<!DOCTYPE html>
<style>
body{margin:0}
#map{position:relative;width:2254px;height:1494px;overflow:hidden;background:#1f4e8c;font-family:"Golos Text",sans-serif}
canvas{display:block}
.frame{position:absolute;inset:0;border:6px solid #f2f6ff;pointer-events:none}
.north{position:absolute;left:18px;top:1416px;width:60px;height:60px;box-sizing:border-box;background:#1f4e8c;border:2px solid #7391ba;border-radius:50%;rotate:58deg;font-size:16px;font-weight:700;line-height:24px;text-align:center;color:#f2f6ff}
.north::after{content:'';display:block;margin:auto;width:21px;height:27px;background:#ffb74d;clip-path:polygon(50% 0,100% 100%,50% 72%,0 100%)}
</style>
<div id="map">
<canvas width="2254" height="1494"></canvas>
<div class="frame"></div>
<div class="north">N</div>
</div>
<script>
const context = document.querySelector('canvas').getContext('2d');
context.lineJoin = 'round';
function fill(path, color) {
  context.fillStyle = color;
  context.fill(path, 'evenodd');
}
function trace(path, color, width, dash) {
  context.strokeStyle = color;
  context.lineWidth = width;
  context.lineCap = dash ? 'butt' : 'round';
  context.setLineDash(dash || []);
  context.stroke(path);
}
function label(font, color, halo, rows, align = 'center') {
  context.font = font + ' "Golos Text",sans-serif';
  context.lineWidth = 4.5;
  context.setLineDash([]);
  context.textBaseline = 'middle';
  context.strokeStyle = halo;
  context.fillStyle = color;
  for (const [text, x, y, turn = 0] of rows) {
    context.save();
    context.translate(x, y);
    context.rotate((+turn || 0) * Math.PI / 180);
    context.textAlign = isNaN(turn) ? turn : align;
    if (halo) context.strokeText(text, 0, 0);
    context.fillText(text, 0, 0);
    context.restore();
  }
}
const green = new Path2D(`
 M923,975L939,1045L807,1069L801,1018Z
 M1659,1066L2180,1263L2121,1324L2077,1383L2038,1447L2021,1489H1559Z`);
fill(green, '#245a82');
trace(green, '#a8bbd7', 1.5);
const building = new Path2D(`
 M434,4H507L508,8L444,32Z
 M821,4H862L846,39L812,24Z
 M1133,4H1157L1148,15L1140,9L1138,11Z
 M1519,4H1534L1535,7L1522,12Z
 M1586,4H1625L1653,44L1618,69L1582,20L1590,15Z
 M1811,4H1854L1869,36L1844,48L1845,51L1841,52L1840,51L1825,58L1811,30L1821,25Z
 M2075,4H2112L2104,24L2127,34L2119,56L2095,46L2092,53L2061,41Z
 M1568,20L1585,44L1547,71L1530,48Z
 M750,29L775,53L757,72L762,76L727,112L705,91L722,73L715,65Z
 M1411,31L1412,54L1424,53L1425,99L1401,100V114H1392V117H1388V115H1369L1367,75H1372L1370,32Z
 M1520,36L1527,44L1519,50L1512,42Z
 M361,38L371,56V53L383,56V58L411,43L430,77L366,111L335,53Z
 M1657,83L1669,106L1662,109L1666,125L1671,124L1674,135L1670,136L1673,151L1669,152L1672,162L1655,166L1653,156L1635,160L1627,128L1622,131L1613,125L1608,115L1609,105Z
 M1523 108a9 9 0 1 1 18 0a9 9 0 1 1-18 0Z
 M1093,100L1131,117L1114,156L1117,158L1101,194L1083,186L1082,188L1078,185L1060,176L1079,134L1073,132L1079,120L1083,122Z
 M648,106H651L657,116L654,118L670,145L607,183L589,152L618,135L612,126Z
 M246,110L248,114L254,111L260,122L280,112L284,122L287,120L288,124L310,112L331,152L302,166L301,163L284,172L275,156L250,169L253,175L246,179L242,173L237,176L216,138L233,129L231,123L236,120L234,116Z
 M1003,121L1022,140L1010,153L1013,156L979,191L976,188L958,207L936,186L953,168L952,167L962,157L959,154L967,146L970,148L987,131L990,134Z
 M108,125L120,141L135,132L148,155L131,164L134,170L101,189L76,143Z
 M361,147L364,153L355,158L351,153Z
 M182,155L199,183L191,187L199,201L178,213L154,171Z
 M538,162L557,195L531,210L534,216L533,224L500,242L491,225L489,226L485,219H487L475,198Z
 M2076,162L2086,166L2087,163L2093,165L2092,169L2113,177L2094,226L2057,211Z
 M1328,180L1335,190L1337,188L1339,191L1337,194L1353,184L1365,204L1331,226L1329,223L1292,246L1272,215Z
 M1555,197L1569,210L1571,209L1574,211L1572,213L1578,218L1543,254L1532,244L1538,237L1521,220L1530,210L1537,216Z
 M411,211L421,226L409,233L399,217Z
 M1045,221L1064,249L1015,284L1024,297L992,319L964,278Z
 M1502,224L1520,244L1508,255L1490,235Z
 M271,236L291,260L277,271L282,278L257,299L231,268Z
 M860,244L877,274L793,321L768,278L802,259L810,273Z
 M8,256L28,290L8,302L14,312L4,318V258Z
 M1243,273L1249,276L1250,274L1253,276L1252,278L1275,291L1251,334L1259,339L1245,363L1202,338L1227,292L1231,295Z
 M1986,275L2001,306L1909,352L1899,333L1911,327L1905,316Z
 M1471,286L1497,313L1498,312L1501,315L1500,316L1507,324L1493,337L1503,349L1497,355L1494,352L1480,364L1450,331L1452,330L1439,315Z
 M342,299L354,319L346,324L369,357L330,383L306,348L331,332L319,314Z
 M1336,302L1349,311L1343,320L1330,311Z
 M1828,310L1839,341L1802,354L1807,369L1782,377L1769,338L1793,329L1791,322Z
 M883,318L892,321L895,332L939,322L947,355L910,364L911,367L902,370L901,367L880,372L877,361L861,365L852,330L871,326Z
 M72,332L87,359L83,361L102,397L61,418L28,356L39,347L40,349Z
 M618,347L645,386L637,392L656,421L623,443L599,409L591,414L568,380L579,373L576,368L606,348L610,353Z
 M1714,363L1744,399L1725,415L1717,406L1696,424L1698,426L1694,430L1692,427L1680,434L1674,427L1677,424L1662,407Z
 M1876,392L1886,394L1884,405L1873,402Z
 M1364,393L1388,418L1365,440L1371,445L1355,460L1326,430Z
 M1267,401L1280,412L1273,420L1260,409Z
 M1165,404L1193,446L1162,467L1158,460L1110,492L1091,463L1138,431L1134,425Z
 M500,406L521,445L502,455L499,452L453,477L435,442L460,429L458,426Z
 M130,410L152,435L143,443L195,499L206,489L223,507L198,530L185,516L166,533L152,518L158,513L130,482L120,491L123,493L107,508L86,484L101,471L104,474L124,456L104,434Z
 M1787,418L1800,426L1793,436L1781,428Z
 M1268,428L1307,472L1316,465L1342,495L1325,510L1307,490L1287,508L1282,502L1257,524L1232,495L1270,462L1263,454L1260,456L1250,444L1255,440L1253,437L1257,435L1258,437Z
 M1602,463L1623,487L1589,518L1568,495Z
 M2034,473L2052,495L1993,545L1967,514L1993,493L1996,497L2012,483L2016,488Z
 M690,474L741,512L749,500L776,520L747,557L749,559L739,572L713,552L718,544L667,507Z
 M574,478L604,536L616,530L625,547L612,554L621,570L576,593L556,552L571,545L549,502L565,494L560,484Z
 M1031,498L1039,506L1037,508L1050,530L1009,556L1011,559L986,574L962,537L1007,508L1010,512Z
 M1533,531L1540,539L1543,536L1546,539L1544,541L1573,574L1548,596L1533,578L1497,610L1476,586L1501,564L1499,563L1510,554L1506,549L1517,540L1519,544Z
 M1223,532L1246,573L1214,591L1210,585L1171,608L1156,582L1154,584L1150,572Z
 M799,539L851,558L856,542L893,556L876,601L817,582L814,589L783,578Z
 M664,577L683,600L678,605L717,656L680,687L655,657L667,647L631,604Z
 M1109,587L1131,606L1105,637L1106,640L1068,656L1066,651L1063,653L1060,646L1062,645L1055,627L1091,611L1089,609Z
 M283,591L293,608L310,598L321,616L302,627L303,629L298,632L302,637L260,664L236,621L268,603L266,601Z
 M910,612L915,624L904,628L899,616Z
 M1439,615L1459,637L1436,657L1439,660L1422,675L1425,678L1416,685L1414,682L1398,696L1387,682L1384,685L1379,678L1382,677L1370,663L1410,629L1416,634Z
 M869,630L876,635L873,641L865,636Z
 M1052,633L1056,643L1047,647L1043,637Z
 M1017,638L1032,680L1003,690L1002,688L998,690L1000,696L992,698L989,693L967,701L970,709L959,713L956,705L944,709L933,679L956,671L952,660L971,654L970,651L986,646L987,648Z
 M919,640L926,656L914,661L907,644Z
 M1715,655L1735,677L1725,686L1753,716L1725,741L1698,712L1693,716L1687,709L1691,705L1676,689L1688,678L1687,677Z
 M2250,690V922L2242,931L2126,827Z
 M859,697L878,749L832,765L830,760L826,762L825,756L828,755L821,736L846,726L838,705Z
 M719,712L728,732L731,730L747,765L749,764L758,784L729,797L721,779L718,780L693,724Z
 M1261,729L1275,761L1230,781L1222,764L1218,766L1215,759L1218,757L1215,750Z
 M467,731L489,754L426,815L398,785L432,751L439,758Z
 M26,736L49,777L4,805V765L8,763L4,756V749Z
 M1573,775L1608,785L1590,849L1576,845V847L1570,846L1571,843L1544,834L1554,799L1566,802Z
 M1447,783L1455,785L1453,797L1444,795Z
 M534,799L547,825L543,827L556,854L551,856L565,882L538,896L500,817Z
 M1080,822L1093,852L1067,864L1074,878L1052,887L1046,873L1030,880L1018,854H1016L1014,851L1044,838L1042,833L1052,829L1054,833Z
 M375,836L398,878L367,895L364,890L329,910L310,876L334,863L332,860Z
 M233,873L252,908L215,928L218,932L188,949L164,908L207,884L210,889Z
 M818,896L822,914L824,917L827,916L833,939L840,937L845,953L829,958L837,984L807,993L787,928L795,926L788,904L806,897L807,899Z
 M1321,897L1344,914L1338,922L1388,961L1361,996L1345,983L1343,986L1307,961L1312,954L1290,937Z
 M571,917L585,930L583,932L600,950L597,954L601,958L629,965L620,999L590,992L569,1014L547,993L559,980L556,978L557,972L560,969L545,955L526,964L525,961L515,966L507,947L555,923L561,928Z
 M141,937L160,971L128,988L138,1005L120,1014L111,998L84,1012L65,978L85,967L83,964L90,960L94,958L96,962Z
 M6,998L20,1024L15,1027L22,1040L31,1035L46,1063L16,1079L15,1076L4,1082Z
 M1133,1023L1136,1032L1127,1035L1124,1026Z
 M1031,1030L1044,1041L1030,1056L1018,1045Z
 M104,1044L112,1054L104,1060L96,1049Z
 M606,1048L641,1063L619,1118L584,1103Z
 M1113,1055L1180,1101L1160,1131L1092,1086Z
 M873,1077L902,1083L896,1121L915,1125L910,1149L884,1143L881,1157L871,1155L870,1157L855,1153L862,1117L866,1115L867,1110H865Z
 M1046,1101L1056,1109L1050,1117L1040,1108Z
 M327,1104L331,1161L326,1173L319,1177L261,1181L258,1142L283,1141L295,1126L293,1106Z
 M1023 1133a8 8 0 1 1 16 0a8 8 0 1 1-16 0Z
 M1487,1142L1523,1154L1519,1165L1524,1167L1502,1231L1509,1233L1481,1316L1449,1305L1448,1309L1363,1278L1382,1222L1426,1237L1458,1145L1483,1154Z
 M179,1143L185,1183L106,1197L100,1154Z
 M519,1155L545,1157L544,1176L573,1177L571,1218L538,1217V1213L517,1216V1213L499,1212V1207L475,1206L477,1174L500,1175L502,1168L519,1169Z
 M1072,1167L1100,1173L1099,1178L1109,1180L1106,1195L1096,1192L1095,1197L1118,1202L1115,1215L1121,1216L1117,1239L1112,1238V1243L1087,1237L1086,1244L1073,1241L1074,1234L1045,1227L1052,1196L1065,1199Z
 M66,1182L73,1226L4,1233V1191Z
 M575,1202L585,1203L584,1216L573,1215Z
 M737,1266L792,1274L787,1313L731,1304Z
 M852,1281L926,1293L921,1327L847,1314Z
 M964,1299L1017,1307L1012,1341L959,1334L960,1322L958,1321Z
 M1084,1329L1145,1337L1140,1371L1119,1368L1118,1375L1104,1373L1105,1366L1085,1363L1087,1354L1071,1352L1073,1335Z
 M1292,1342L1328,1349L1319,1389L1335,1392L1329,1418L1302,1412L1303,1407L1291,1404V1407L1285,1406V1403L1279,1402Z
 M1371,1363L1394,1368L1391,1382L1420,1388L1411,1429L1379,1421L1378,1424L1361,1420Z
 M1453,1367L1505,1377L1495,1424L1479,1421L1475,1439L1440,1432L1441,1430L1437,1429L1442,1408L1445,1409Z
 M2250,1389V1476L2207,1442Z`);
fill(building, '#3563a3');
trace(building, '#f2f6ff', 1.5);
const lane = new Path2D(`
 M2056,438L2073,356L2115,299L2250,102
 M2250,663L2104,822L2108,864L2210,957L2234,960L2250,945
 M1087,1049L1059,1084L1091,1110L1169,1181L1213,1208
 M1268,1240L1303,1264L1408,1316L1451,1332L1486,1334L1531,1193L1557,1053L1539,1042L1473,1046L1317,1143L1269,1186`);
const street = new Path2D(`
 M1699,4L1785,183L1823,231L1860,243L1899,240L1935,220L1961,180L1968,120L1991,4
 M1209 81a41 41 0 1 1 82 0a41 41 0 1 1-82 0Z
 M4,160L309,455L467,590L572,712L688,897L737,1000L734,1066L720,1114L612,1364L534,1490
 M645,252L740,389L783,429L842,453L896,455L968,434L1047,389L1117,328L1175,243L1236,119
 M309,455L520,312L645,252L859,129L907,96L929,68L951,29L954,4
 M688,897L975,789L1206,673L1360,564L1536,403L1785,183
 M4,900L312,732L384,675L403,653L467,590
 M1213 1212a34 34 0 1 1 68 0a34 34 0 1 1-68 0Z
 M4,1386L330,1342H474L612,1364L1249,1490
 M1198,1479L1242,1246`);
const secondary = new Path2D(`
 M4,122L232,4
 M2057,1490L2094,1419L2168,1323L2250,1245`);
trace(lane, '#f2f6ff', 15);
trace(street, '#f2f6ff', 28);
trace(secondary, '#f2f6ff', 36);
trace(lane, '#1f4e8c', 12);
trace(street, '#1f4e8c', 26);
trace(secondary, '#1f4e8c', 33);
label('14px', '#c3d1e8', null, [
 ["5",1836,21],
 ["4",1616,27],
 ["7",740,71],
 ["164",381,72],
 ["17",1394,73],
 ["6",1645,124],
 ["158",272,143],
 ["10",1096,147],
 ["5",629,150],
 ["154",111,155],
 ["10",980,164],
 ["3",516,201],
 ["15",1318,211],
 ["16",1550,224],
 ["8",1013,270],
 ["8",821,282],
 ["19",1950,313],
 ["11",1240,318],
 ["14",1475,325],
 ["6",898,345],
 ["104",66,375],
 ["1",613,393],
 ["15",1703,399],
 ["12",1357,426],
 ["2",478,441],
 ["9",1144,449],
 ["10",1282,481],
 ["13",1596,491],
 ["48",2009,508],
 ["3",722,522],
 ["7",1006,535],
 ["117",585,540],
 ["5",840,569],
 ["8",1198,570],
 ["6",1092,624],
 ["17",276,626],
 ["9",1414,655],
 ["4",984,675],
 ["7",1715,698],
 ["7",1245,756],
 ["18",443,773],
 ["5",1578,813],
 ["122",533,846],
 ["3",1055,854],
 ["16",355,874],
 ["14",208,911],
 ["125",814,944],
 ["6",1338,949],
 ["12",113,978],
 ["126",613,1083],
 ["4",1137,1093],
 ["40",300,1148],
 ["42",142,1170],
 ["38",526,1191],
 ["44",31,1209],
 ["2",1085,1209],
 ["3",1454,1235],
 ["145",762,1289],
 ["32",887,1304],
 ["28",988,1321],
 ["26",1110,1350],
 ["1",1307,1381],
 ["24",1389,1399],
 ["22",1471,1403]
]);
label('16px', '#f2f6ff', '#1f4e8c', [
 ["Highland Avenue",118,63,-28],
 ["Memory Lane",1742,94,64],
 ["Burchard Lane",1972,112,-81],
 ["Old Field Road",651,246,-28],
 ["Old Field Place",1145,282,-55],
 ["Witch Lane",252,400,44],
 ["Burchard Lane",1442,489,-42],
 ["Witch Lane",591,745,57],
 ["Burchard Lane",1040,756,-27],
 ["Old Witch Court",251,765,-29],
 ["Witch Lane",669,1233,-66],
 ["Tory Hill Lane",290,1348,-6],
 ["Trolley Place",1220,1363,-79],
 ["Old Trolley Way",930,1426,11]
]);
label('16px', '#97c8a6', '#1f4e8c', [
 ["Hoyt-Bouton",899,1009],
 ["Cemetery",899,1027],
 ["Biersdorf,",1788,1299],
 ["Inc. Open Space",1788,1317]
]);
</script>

##########

Write down exactly every line of the material above up to and including the line containing "context.translate(x, y);".

<!DOCTYPE html>
<style>
body{margin:0}
#map{position:relative;width:2254px;height:1494px;overflow:hidden;background:#1f4e8c;font-family:"Golos Text",sans-serif}
canvas{display:block}
.frame{position:absolute;inset:0;border:6px solid #f2f6ff;pointer-events:none}
.north{position:absolute;left:18px;top:1416px;width:60px;height:60px;box-sizing:border-box;background:#1f4e8c;border:2px solid #7391ba;border-radius:50%;rotate:58deg;font-size:16px;font-weight:700;line-height:24px;text-align:center;color:#f2f6ff}
.north::after{content:'';display:block;margin:auto;width:21px;height:27px;background:#ffb74d;clip-path:polygon(50% 0,100% 100%,50% 72%,0 100%)}
</style>
<div id="map">
<canvas width="2254" height="1494"></canvas>
<div class="frame"></div>
<div class="north">N</div>
</div>
<script>
const context = document.querySelector('canvas').getContext('2d');
context.lineJoin = 'round';
function fill(path, color) {
  context.fillStyle = color;
  context.fill(path, 'evenodd');
}
function trace(path, color, width, dash) {
  context.strokeStyle = color;
  context.lineWidth = width;
  context.lineCap = dash ? 'butt' : 'round';
  context.setLineDash(dash || []);
  context.stroke(path);
}
function label(font, color, halo, rows, align = 'center') {
  context.font = font + ' "Golos Text",sans-serif';
  context.lineWidth = 4.5;
  context.setLineDash([]);
  context.textBaseline = 'middle';
  context.strokeStyle = halo;
  context.fillStyle = color;
  for (const [text, x, y, turn = 0] of rows) {
    context.save();
    context.translate(x, y);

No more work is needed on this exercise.